The main goal of this study was to develop and validate supercritical fluid chromatography (SFC) and ultrahigh-performance liquid chromatography (UHPLC)—both coupled with high-resolution mass spectrometry (HRMS) with electrospray ionization operated in negative mode (ESI-)—methods for the determination of CPs (particularly LCCPs as those cannot be analyzed by GC–HRMS due to low vapour pressure). Fish oil dietary supplements were selected as the sample matrix, as an example of an adequately complex type of sample. The validated methods are necessary for future studies to assess the CPs levels in food and the environment, particularly for LCCPs, which are the least studied among the major CP groups.

Materials and Methods

Standard Solutions and Chemicals: Thirty-one standard mixtures of SCCPs, MCCPs, and LCCPs of 10 µg/mL or 100 µg/mL cyclohexane with various chlorine contents (from 36.0% to 65.3%) were obtained from LGC Standards. The detailed list is documented in our previous paper (16). Isotopically labelled internal standard of β-hexabromocyclododecane (¹³C₁₂-β-HBCD; 50 µg/mL toluene) was purchased from Wellington Laboratories.

Acetonitrile, methanol, n-hexane, ethyl acetate, and isopropanol were obtained from Honeywell. Dichloromethane, isooctane, sulfuric acid, ammonium formate, and silica gel 60 (particle size 0.063–0.200 mm) were purchased from Merck, while sodium sulfate (anhydrous) was bought from Lach-Ner. Deionized water was made by a water purification system Milli–Q by Merck. Technical gases (carbon dioxide 4.8 and nitrogen 4.0) were supplied by SIAD.
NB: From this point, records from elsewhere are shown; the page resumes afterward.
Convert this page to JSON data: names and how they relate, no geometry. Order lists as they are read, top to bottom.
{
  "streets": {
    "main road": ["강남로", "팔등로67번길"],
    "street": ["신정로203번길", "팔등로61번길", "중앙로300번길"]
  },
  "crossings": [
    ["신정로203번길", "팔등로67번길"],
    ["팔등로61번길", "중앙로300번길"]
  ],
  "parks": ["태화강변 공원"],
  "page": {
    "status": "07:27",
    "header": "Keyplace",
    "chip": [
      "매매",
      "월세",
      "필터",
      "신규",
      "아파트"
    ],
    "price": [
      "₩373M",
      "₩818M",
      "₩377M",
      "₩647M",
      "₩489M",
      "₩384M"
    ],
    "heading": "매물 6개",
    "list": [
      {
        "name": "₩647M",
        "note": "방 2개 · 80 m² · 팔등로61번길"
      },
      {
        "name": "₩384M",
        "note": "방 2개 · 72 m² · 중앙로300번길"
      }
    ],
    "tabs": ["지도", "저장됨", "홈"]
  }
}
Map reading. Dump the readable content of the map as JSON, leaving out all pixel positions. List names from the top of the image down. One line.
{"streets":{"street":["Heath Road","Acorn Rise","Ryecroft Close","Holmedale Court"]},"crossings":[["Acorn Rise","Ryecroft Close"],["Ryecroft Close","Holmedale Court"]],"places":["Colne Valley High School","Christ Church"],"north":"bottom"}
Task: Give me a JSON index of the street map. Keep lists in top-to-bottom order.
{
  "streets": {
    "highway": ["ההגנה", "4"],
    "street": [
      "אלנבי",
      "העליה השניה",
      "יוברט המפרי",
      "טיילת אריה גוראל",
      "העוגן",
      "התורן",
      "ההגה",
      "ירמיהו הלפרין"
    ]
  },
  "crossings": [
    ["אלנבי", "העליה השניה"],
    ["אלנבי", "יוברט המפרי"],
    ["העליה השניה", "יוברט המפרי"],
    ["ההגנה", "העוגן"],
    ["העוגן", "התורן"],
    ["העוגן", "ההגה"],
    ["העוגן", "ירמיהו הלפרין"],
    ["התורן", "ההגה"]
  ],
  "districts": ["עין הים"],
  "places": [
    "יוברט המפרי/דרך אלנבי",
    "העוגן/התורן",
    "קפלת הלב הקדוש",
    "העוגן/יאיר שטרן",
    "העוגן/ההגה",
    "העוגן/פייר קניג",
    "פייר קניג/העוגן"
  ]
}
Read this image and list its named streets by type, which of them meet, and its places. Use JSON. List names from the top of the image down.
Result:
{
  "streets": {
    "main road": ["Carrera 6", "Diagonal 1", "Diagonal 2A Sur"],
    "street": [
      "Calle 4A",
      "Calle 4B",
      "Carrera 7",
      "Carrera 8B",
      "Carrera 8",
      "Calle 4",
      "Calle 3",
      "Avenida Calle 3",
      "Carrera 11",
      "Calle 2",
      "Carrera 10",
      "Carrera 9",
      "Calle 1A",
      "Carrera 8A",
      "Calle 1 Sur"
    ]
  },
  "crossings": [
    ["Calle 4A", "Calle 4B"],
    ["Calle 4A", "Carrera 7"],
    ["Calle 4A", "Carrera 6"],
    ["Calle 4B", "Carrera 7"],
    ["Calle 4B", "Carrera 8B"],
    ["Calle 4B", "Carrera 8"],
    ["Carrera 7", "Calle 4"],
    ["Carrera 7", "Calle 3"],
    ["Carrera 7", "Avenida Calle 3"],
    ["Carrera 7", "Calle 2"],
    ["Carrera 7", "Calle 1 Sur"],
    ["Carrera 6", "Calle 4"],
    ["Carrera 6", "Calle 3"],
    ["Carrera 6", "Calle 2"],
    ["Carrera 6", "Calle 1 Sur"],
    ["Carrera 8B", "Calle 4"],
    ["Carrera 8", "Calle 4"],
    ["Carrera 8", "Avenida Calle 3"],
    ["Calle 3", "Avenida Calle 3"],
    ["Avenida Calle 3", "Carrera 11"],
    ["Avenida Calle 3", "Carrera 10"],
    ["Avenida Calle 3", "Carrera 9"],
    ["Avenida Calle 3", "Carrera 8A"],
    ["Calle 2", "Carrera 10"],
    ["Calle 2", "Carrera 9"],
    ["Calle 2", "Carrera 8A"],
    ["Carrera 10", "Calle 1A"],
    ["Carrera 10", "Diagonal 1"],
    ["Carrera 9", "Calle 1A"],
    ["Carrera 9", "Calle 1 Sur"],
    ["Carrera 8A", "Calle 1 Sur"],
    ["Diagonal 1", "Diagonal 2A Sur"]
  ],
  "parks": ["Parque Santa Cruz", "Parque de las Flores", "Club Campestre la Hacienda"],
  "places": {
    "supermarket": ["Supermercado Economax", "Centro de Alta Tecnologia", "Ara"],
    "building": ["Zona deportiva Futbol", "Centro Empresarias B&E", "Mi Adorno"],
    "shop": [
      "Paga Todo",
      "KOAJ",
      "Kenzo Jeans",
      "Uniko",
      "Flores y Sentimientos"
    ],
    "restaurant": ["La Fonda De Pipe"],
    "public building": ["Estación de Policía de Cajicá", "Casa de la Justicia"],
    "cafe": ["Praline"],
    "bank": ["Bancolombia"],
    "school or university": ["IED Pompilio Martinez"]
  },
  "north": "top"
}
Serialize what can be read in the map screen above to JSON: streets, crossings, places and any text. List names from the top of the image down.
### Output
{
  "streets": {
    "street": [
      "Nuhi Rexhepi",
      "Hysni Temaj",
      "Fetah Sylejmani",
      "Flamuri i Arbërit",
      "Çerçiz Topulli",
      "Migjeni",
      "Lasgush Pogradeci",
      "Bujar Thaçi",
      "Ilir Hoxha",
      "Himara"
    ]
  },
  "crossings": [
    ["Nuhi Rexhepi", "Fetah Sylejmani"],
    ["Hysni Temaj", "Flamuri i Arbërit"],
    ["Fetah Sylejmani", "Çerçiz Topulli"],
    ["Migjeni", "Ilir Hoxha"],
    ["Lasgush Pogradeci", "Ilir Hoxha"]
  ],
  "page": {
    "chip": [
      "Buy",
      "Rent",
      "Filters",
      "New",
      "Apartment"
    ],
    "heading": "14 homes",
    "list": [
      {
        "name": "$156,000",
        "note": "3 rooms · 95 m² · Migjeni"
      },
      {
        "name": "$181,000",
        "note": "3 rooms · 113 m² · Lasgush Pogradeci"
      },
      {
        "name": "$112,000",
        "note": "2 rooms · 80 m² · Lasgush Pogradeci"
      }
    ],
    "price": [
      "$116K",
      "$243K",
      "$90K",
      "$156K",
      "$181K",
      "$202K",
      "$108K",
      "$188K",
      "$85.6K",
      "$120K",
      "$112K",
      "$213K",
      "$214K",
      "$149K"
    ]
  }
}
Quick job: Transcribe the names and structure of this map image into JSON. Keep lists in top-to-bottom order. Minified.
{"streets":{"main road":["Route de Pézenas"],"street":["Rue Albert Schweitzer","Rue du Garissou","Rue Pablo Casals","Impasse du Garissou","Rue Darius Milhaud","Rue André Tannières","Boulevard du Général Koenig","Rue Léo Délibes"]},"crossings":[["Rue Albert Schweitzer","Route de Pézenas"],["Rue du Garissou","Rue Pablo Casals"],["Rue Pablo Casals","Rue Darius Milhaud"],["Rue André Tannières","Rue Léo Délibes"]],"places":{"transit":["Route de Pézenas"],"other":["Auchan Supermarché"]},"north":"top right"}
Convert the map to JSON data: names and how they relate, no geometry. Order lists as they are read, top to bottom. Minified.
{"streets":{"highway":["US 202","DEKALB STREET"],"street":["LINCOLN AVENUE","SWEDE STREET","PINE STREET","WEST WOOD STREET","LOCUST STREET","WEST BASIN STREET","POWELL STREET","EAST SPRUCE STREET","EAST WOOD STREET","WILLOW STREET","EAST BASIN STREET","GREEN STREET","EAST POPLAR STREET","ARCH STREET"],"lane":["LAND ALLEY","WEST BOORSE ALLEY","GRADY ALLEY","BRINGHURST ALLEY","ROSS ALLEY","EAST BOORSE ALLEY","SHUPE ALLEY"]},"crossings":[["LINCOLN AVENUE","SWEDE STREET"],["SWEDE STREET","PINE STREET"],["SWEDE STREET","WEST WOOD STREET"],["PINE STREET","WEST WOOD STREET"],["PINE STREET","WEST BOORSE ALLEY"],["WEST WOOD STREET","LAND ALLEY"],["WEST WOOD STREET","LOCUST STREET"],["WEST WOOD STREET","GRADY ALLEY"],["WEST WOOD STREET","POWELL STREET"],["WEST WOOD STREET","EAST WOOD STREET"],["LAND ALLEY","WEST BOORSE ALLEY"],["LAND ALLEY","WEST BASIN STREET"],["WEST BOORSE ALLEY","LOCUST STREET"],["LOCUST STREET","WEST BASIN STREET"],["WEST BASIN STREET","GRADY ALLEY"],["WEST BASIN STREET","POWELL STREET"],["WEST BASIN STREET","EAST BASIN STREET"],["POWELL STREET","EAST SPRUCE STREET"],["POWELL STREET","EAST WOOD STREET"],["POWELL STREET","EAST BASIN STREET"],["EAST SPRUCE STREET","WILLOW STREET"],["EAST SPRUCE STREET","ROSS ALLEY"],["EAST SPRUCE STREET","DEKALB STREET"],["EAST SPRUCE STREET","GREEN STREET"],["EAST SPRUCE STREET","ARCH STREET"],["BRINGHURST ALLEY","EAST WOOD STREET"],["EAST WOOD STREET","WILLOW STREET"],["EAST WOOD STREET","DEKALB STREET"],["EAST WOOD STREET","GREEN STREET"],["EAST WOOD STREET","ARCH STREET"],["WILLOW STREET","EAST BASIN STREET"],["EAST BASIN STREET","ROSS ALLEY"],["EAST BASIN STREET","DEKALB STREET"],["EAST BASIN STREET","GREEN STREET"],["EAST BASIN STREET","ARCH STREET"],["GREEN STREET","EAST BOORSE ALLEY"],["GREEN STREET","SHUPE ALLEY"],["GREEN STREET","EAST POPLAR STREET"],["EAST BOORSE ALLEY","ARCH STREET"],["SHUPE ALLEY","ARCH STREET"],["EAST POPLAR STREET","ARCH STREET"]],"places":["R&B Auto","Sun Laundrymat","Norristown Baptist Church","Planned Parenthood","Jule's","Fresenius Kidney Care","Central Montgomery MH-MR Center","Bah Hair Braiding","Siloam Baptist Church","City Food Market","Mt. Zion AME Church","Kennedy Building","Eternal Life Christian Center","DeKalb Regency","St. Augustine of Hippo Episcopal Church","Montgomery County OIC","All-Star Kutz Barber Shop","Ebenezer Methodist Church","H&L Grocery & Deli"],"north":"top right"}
Sample Preparation Procedure: In this study, a sample of fish oil‑based dietary supplement with no measurable CPs contamination found in a previous study (16) was chosen for method development and validation. Four other samples (with higher levels of CPs contamination previously determined by GC–HRMS) were analyzed to compare the new methods. A multilayer solid-phase extraction (SPE) was used in this study for the sample preparation. Briefly, the CPs were isolated from fish oil on an SPE column (78 × 12 mm with Luer tip) (LCTech GmbH) filled with (from bottom to top) silica gel (0.5 g; deactivated by 2% deionized water, w/w), sodium sulfate (1 g; anhydrous baked for 4 h at 600 °C), and sulphuric acid-modified silica gel (1 g; 40% of H₂SO₄, w/w). Each column was washed with 3:1 (v/v) n-hexane–dichloromethane and then conditioned with n-hexane. A 100-mg measure of the sample diluted in n-hexane was loaded onto the SPE column and the analytes were eluted with 3:1 v/v n-hexane–dichloromethane. The sample was subsequently concentrated by a rotary vacuum evaporator followed by drying in a gentle stream of nitrogen. It was then dissolved in 500 µL of n-hexane, and the residual lipids were subsequently mineralized by a few drops of concentrated sulfuric acid. After one hour, an aliquot of 250 µL was evaporated and redissolved in 250 µL of the syringe standard (50 ng/mL ¹³C₁₂-β-HBCD) in acetonitrile.

Instrumental Analysis:

UHPLC–ESI(-)–HRMS Analysis:
The LC–ESI(-)–HRMS analysis of CPs was performed by Dionex UltiMate 3000 UHPLC system (Thermo Fisher Scientific) coupled with a TripleTOF 6600 HRMS system (Sciex) with electrospray ionization operated in a negative mode. The method was developed from initial conditions published elsewhere (17). In this study, the target analytes (injection volume 5 µL acetonitrile) were separated on a 100 × 2.1 mm, 1.7-µm Acquity UPLC BEH C₁₈ (Waters) column maintained at 40 °C. Methanol (A) and a mixture of 65:30:5 (v/v/v) isopropanol–methanol–water (B) were used as mobile phases. The initial conditions were 10% B for 1 min followed by a gradient with the following steps: to 30% B at 1.5 min, to 60% B at 2 min, to 80% at 3 min, to 90% B at 3.5 min, to 100% B at 4 min (3.5 min isocratic hold; the total run time was 11 min including the return to the initial state and equilibration). The mobile phase flow rate was 0.2 mL/min.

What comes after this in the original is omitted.